[Data for this exercise Boundary: Start]

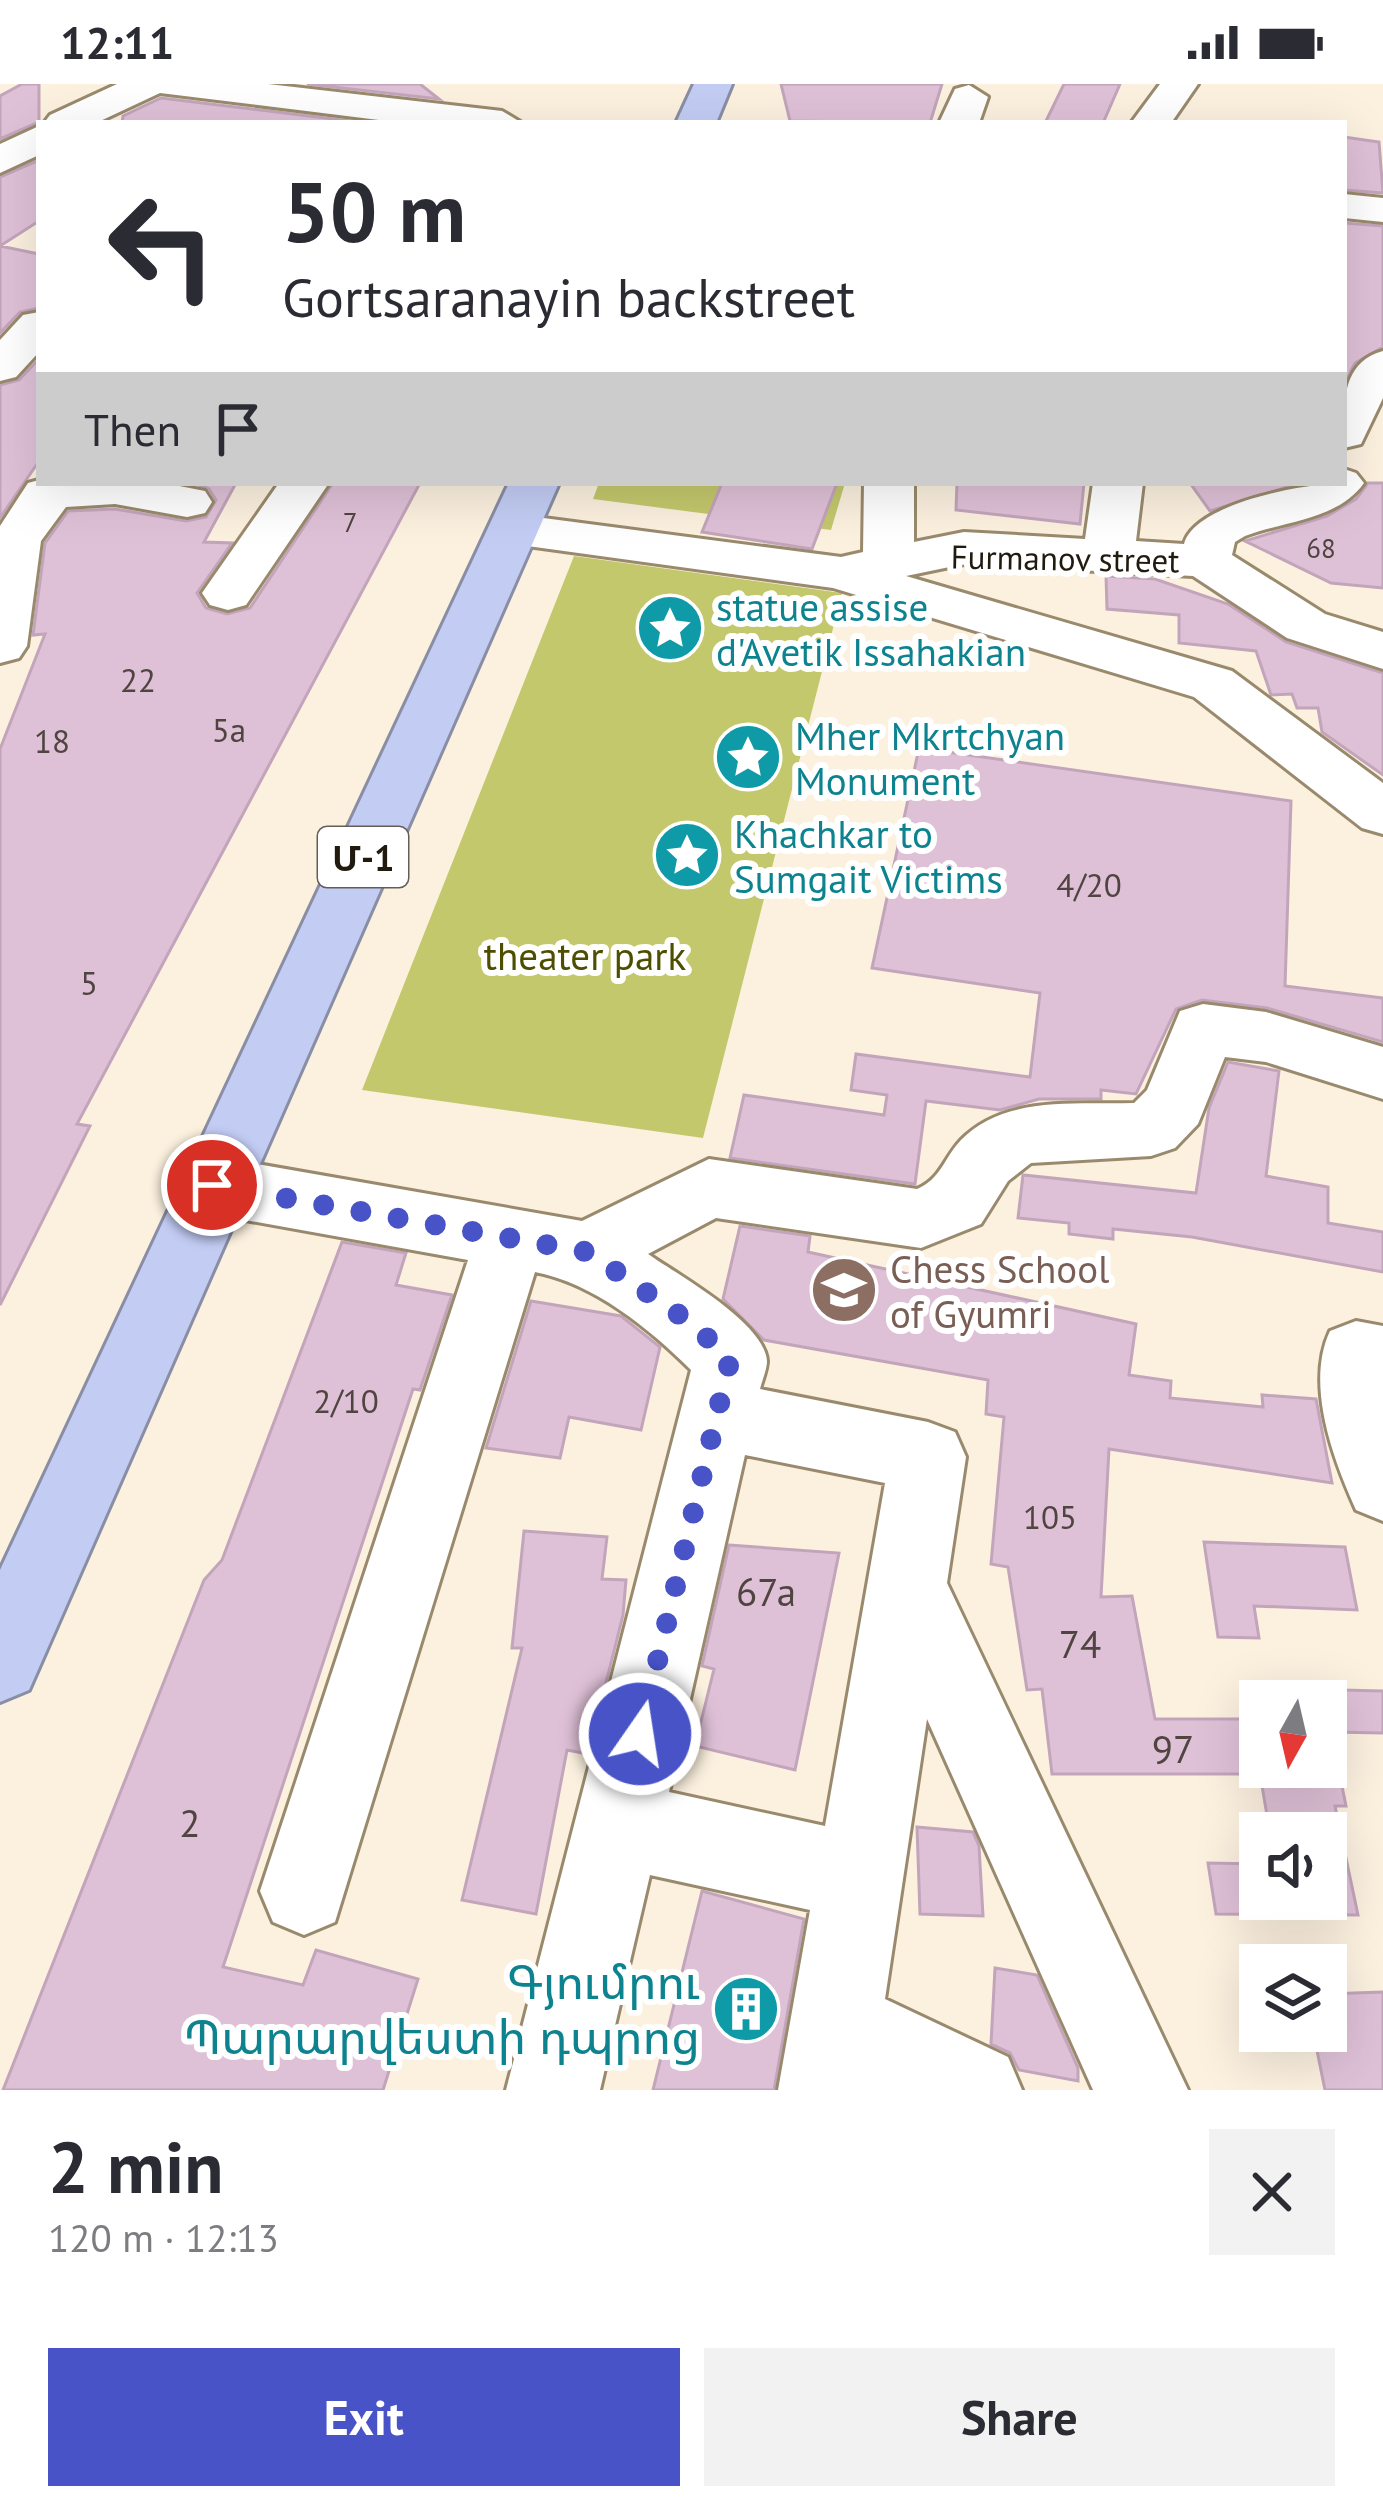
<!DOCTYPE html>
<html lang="en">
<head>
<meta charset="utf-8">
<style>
	:root { --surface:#fff; --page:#f2f2f3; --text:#2b2b33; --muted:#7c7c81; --accent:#4853c8 }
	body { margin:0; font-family:"PT Sans","Noto Sans Armenian",sans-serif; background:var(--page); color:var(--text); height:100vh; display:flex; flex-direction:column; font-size:45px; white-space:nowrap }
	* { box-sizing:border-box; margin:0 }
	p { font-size:39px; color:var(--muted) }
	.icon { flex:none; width:66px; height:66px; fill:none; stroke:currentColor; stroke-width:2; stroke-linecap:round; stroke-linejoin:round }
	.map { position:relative; height:2006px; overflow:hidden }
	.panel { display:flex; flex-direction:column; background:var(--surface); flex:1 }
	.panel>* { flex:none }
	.hud { position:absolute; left:36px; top:36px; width:1311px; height:366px; border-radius:0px; box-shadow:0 12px 48px #0002; background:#fff; color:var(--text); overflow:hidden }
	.needle { width:78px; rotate:188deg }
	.fabs { position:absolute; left:1239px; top:1596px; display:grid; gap:24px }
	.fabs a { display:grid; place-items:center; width:108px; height:108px; border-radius:0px; background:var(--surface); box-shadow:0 12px 48px #0002; font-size:60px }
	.pin { position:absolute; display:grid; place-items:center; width:102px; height:102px; color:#fff; margin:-51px; border:6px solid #fff; border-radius:50%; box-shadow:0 3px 12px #0007 }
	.me { position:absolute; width:132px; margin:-66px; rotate:13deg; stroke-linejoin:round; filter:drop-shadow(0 0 9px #0008) }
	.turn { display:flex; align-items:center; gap:42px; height:252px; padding:0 48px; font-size:54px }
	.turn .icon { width:156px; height:156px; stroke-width:2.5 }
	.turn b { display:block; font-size:84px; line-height:102px }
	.then { display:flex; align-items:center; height:114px; padding:0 48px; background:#0003; gap:24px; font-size:45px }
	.round { display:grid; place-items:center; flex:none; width:126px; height:126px; border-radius:0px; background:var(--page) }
	.head { display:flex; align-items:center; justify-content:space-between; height:204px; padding:0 48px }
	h1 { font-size:72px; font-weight:600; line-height:90px }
	.button { display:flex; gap:24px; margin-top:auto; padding:24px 48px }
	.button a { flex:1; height:138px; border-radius:0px; background:var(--accent); color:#fff; font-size:48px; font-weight:600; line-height:138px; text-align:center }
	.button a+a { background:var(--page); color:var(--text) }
	.status { display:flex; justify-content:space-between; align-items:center; height:84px; padding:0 60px; background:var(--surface); direction:ltr }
	.status svg { height:33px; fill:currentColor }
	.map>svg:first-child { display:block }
	.green { fill:#c4c86c }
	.building { fill:#dfc1d7; stroke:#c3a5bb; stroke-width:3 }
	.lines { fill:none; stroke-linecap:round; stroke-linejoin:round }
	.minor-casing { stroke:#9a8a6d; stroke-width:6 }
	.highway-casing { stroke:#8a8ea4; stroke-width:6 }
	.minor { fill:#fff; fill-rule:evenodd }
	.highway { fill:#c3cdf4; fill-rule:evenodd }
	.route { stroke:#4853c8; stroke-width:21; stroke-dasharray:0 37.8 }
	.labels { text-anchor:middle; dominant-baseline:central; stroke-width:12; stroke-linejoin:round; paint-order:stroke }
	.far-number-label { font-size:27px; fill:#504441 }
	.far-street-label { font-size:33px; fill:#201a0f; stroke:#fff }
	.number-label { font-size:33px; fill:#504441 }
	.shield { fill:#fff; stroke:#635f57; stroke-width:3 }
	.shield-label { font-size:36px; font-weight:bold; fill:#201a0f }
	.culture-label { font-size:39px; fill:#0d838f; stroke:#fff; text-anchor:start }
	.park-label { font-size:39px; fill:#4d4e00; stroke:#fff }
	.education-label { font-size:39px; fill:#785e54; stroke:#fff; text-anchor:start }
	.near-number-label { font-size:39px; fill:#504441 }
	.near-culture-label { font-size:48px; fill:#0d838f; stroke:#fff; text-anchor:end }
</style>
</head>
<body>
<div class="status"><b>12:11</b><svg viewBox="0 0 49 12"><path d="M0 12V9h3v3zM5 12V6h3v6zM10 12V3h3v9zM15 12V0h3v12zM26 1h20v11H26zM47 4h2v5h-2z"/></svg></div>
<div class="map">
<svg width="1383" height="2006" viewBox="0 0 1383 2006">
	<rect width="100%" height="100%" fill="#fcf1df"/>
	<path class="green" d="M599 399H845L831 446 593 415Z
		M574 472 842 509 703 1054 362 1006Z"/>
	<path class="building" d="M22 0H39V38L0 55V12Z
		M307 0H420L439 15Z
		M781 0H942L930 39 790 37Z
		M1064 0H1120L1103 39H1045Z
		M161 14 366 39H122L123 32Z
		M1344 53 1379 58 1383 109 1344 106Z
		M39 76V137L0 162 39 170V224L20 228 0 249V93Z
		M1344 139 1383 142V263L1355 279 1344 300Z
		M39 275V377L0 434V301L19 296Z
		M194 399H236L204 458 232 459 197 509 206 524 227 530 250 524 333 399H420L77 1040 90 1042 0 1221V665L45 550 33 551 45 459 68 427 115 425 186 437 206 433 216 416 209 405Z
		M722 399H837L812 465 702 448Z
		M957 399H1084L1080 440 956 426Z
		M1190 399H1300L1210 427Z
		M1368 399H1383V504L1331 499 1245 457 1327 432 1356 415Z
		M1106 492 1155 495 1228 520 1286 558 1383 589V691L1322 648 1318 624H1297L1292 610 1271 611 1256 567 1179 559V531L1107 525Z
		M919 664 1291 717 1285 902 1383 914V958L1267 924 1202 916 1176 925 1136 1010 1101 1006V1015H1039L1000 1026 926 1017 915 1100 730 1074 744 1011 884 1031 887 1011 851 1006 856 970 1030 993 1040 909 872 884Z
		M1228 978 1279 987 1266 1092 1328 1103V1139L1383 1148V1188L1192 1153 1113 1145V1155L1069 1150V1139L1018 1134 1023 1091 1196 1109 1209 1024Z
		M740 1142 810 1152 808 1168 1136 1240 1129 1291 1171 1297 1170 1314 1263 1323 1262 1311 1316 1315 1332 1399 1109 1365 1101 1513 1132 1512 1155 1635H1260V1683H1326V1617H1304L1301 1605 1383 1607V1649L1331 1648 1346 1722H1335L1358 1831 1216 1830 1208 1779 1260 1780V1815H1326V1749H1270L1260 1690H1052L1042 1605 1027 1606 1008 1483 991 1480 1004 1333 986 1330 988 1296 764 1256 723 1215Z
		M342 1158 406 1169 396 1201 452 1211 420 1306 413 1305 223 1883 303 1901 316 1866 418 1895 383 2006H3L204 1496 222 1476Z
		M531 1217 621 1232 660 1263 641 1346 569 1333 560 1374 486 1364Z
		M524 1447 607 1453 602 1495 626 1496 623 1531 588 1670 567 1666 536 1830 462 1816 522 1564H512Z
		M1204 1458 1345 1463 1357 1526 1254 1522 1259 1554 1218 1553Z
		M729 1461 839 1469 795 1686 695 1662 714 1585 702 1582Z
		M917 1743 973 1748 979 1762 983 1832 920 1830Z
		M702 1807 804 1835 774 2006H653Z
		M995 1884 1037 1891 1078 1984V1997L1019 1986 1010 1969 991 1960Z
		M1383 1908V2006H1325L1313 1947H1326V1910Z"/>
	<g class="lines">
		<defs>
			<path id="minor" d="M117 0H268L502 27 522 39H403L160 9 96 39H44L50 31Z
				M1160 0H1198L1171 39H1131Z
				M969 1 988 13 979 39H939L955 5Z
				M39 42V71L0 89V60Z
				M1344 110 1383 114V138L1344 134Z
				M39 228V268L16 293 0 297V256L23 231Z
				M1383 267V314L1361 360 1344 364C1344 327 1338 279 1383 267Z
				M1344 385 1356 389 1364 399C1338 436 1284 437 1245 452L1235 458 1232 471 1325 530 1383 548V585L1287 554 1193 492 964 480 906 492 1232 587 1383 699V750L1362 744 1194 613 833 504 513 460 495 456 488 445 495 434 513 430 841 473 863 468 864 399H914V458L964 448 1085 455 1093 399H1143L1136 457 1184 460C1195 419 1306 399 1344 399Z
				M39 396 164 399 205 407 212 418 205 429 187 433 115 420 66 423 41 457 27 562 19 574 0 579V442L28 399Z
				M279 399H329L246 521 228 526 210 521 202 509Z
				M1203 920 1266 928 1383 963V1015L1266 978 1225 973 1198 1040 1175 1064 1151 1072 1031 1079 1008 1097 981 1140 921 1164 716 1134 648 1170C678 1191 764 1238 767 1277 767 1285 762 1297 760 1305L928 1338 955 1348 966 1373 947 1499 1188 2006H1093L927 1635 885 1915 1008 1973 1022 2006H778L810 1826 650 1791 600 2006H506L691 1286C649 1244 593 1199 535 1188L335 1838 304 1851 273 1838 260 1807 468 1176 212 1130 188 1121 178 1101 188 1081 212 1072 582 1137 709 1075 917 1105C941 1095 944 1074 961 1056 1005 1011 1076 1021 1134 1019L1147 1006 1180 927ZM745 1371 885 1399 825 1742 669 1708Z
				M1356 1237 1383 1242V1437L1356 1426C1333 1375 1305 1300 1330 1247Z"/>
			<path id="highway" d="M694 0H732L716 39H676Z
				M509 399H559L29 1606 0 1618V1486Z"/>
		</defs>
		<use href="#minor" class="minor-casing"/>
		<use href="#highway" class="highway-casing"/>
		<use href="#minor" class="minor"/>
		<use href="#highway" class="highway"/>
	</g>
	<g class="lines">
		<path class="route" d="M212 1101 588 1168 694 1241 730 1276 640 1650"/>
	</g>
	<defs>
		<symbol id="sight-disc" viewBox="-11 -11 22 22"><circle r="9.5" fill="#0f9aa8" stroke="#fff"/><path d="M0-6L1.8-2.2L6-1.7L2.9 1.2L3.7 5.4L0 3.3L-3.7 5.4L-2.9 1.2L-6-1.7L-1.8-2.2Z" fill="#fff"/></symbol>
		<symbol id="school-disc" viewBox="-11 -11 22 22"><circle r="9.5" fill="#8d6e63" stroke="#fff"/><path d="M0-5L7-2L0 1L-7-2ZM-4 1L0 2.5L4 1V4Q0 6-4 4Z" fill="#fff"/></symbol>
		<symbol id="building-disc" viewBox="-11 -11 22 22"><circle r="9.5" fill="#0f9aa8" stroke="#fff"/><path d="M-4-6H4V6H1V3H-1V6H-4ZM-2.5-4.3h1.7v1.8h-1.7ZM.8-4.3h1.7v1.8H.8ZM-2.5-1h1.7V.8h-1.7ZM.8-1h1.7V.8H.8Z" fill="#fff"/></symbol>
	</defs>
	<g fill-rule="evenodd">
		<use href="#sight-disc" x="632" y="506" width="76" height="76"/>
		<use href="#sight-disc" x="710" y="635" width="76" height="76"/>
		<use href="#sight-disc" x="649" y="733" width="76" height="76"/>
		<use href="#school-disc" x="806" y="1168" width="76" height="76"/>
		<use href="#building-disc" x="708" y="1887" width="76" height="76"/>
	</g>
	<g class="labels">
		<g class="far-number-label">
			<text x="350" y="438">7</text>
			<text x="1321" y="464">68</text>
		</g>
		<g class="far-street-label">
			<text transform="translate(1065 474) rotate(1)">Furmanov street</text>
		</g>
		<g class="number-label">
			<text x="138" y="595">22</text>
			<text x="229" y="645">5a</text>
			<text x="52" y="656">18</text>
			<text x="1089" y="800">4/20</text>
			<text x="89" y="898">5</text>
			<text x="346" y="1316">2/10</text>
			<text x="1050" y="1432">105</text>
		</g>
		<rect class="shield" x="318" y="743" width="90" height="60" rx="9"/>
		<g class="shield-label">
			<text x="363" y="773">Մ-1</text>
		</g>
		<g class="culture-label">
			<text x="716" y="522">statue assise<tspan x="716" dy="45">d'Avetik Issahakian</tspan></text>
			<text x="795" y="651">Mher Mkrtchyan<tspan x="795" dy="45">Monument</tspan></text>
			<text x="734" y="749">Khachkar to<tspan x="734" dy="45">Sumgait Victims</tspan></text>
		</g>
		<g class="park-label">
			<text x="585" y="871">theater park</text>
		</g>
		<g class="education-label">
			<text x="890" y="1184">Chess School<tspan x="890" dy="45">of Gyumri</tspan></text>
		</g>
		<g class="near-number-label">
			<text x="766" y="1507">67a</text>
			<text x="1080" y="1559">74</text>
			<text x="1173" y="1664">97</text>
			<text x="190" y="1738">2</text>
		</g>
		<g class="near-culture-label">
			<text x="700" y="1897">Գյումրու<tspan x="700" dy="55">Պարարվեստի դպրոց</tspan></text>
		</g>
	</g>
</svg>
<div class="fabs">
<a><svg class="needle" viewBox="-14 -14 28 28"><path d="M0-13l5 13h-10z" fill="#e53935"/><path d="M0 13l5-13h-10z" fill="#7c7c81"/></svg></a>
<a><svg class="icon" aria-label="sound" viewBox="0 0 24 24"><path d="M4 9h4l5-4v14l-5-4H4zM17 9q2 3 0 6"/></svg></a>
<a><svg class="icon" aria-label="layers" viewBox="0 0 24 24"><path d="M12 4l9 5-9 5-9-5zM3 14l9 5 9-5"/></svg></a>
</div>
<div class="pin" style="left:212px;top:1101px;background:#d93025"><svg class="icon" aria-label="arrive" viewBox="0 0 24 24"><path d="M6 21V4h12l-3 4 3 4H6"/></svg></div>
<svg class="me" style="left:640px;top:1650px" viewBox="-20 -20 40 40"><circle r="17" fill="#4853c8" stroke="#fff" stroke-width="3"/><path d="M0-11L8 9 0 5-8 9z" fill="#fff"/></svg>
<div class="hud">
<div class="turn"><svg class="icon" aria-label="left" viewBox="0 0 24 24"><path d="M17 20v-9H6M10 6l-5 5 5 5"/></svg><div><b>50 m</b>Gortsaranayin backstreet</div></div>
<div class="then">Then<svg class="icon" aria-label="arrive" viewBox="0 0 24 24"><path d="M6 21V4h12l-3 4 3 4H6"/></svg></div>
</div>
</div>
<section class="panel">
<div class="head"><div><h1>2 min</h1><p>120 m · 12:13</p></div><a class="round"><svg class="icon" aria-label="close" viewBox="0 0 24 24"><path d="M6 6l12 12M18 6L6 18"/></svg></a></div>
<div class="button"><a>Exit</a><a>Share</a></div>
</section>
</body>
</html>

[Data for this exercise Boundary: End]

The lines running from the beginning of the listing above through the line that holds "position:relative; height:2006px; overflow:hidden" are to be duplicated exactly, both ends kept, pictures omitted.

- **Solution to the exercise**
<!DOCTYPE html>
<html lang="en">
<head>
<meta charset="utf-8">
<style>
	:root { --surface:#fff; --page:#f2f2f3; --text:#2b2b33; --muted:#7c7c81; --accent:#4853c8 }
	body { margin:0; font-family:"PT Sans","Noto Sans Armenian",sans-serif; background:var(--page); color:var(--text); height:100vh; display:flex; flex-direction:column; font-size:45px; white-space:nowrap }
	* { box-sizing:border-box; margin:0 }
	p { font-size:39px; color:var(--muted) }
	.icon { flex:none; width:66px; height:66px; fill:none; stroke:currentColor; stroke-width:2; stroke-linecap:round; stroke-linejoin:round }
	.map { position:relative; height:2006px; overflow:hidden }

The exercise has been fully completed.